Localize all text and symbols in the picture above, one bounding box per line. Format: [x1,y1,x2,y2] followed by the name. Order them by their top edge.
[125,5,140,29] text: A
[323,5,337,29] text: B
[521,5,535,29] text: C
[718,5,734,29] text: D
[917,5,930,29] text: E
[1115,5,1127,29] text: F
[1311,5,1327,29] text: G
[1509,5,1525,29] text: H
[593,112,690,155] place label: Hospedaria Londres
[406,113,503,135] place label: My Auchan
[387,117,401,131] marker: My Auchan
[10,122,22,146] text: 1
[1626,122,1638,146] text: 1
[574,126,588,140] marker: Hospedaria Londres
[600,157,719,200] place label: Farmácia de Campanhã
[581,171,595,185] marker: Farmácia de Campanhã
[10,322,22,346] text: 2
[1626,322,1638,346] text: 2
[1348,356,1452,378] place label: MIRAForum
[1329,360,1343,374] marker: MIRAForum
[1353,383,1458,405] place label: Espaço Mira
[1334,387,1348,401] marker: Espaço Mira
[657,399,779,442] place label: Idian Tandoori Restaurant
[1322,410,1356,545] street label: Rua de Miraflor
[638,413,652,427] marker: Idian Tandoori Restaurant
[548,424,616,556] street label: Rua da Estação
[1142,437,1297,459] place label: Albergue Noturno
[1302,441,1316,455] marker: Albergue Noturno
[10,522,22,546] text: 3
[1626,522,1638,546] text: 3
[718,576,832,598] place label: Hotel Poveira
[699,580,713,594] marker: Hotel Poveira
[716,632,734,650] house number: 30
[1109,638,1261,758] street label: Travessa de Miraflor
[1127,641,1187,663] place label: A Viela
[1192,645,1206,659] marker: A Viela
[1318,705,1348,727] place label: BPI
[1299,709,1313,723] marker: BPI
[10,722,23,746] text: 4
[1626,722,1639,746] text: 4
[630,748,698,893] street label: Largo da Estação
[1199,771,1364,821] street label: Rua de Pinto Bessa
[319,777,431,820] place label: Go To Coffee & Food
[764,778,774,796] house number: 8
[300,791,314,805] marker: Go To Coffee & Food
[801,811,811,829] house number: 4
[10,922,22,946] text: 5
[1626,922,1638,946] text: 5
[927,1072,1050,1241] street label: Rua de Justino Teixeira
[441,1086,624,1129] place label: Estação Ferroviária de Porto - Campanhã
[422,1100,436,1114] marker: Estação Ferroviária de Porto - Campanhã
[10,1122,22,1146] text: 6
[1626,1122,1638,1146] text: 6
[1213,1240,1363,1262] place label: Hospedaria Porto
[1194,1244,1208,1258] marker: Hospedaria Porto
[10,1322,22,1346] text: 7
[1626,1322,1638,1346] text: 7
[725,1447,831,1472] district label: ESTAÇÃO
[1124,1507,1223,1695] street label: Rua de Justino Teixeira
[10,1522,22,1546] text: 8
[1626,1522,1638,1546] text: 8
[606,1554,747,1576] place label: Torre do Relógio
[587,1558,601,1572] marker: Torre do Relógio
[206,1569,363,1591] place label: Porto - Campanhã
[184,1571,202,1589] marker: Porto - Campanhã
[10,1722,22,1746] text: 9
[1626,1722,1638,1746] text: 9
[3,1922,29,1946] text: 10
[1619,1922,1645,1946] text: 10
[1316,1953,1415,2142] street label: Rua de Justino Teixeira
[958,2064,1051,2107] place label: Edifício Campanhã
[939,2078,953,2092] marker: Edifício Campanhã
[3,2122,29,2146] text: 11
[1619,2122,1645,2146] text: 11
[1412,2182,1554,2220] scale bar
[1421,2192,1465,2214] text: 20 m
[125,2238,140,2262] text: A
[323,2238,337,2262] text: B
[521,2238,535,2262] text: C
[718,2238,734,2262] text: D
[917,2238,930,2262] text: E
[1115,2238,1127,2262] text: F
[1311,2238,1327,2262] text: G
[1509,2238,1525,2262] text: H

—————

Aim of the task: Write out each entry above exactly as it is written.

Answer to the exercise:
Localize all text and symbols in the picture above, one bounding box per line. Format: [x1,y1,x2,y2] followed by the name. Order them by their top edge.
[125,5,140,29] text: A
[323,5,337,29] text: B
[521,5,535,29] text: C
[718,5,734,29] text: D
[917,5,930,29] text: E
[1115,5,1127,29] text: F
[1311,5,1327,29] text: G
[1509,5,1525,29] text: H
[593,112,690,155] place label: Hospedaria Londres
[406,113,503,135] place label: My Auchan
[387,117,401,131] marker: My Auchan
[10,122,22,146] text: 1
[1626,122,1638,146] text: 1
[574,126,588,140] marker: Hospedaria Londres
[600,157,719,200] place label: Farmácia de Campanhã
[581,171,595,185] marker: Farmácia de Campanhã
[10,322,22,346] text: 2
[1626,322,1638,346] text: 2
[1348,356,1452,378] place label: MIRAForum
[1329,360,1343,374] marker: MIRAForum
[1353,383,1458,405] place label: Espaço Mira
[1334,387,1348,401] marker: Espaço Mira
[657,399,779,442] place label: Idian Tandoori Restaurant
[1322,410,1356,545] street label: Rua de Miraflor
[638,413,652,427] marker: Idian Tandoori Restaurant
[548,424,616,556] street label: Rua da Estação
[1142,437,1297,459] place label: Albergue Noturno
[1302,441,1316,455] marker: Albergue Noturno
[10,522,22,546] text: 3
[1626,522,1638,546] text: 3
[718,576,832,598] place label: Hotel Poveira
[699,580,713,594] marker: Hotel Poveira
[716,632,734,650] house number: 30
[1109,638,1261,758] street label: Travessa de Miraflor
[1127,641,1187,663] place label: A Viela
[1192,645,1206,659] marker: A Viela
[1318,705,1348,727] place label: BPI
[1299,709,1313,723] marker: BPI
[10,722,23,746] text: 4
[1626,722,1639,746] text: 4
[630,748,698,893] street label: Largo da Estação
[1199,771,1364,821] street label: Rua de Pinto Bessa
[319,777,431,820] place label: Go To Coffee & Food
[764,778,774,796] house number: 8
[300,791,314,805] marker: Go To Coffee & Food
[801,811,811,829] house number: 4
[10,922,22,946] text: 5
[1626,922,1638,946] text: 5
[927,1072,1050,1241] street label: Rua de Justino Teixeira
[441,1086,624,1129] place label: Estação Ferroviária de Porto - Campanhã
[422,1100,436,1114] marker: Estação Ferroviária de Porto - Campanhã
[10,1122,22,1146] text: 6
[1626,1122,1638,1146] text: 6
[1213,1240,1363,1262] place label: Hospedaria Porto
[1194,1244,1208,1258] marker: Hospedaria Porto
[10,1322,22,1346] text: 7
[1626,1322,1638,1346] text: 7
[725,1447,831,1472] district label: ESTAÇÃO
[1124,1507,1223,1695] street label: Rua de Justino Teixeira
[10,1522,22,1546] text: 8
[1626,1522,1638,1546] text: 8
[606,1554,747,1576] place label: Torre do Relógio
[587,1558,601,1572] marker: Torre do Relógio
[206,1569,363,1591] place label: Porto - Campanhã
[184,1571,202,1589] marker: Porto - Campanhã
[10,1722,22,1746] text: 9
[1626,1722,1638,1746] text: 9
[3,1922,29,1946] text: 10
[1619,1922,1645,1946] text: 10
[1316,1953,1415,2142] street label: Rua de Justino Teixeira
[958,2064,1051,2107] place label: Edifício Campanhã
[939,2078,953,2092] marker: Edifício Campanhã
[3,2122,29,2146] text: 11
[1619,2122,1645,2146] text: 11
[1412,2182,1554,2220] scale bar
[1421,2192,1465,2214] text: 20 m
[125,2238,140,2262] text: A
[323,2238,337,2262] text: B
[521,2238,535,2262] text: C
[718,2238,734,2262] text: D
[917,2238,930,2262] text: E
[1115,2238,1127,2262] text: F
[1311,2238,1327,2262] text: G
[1509,2238,1525,2262] text: H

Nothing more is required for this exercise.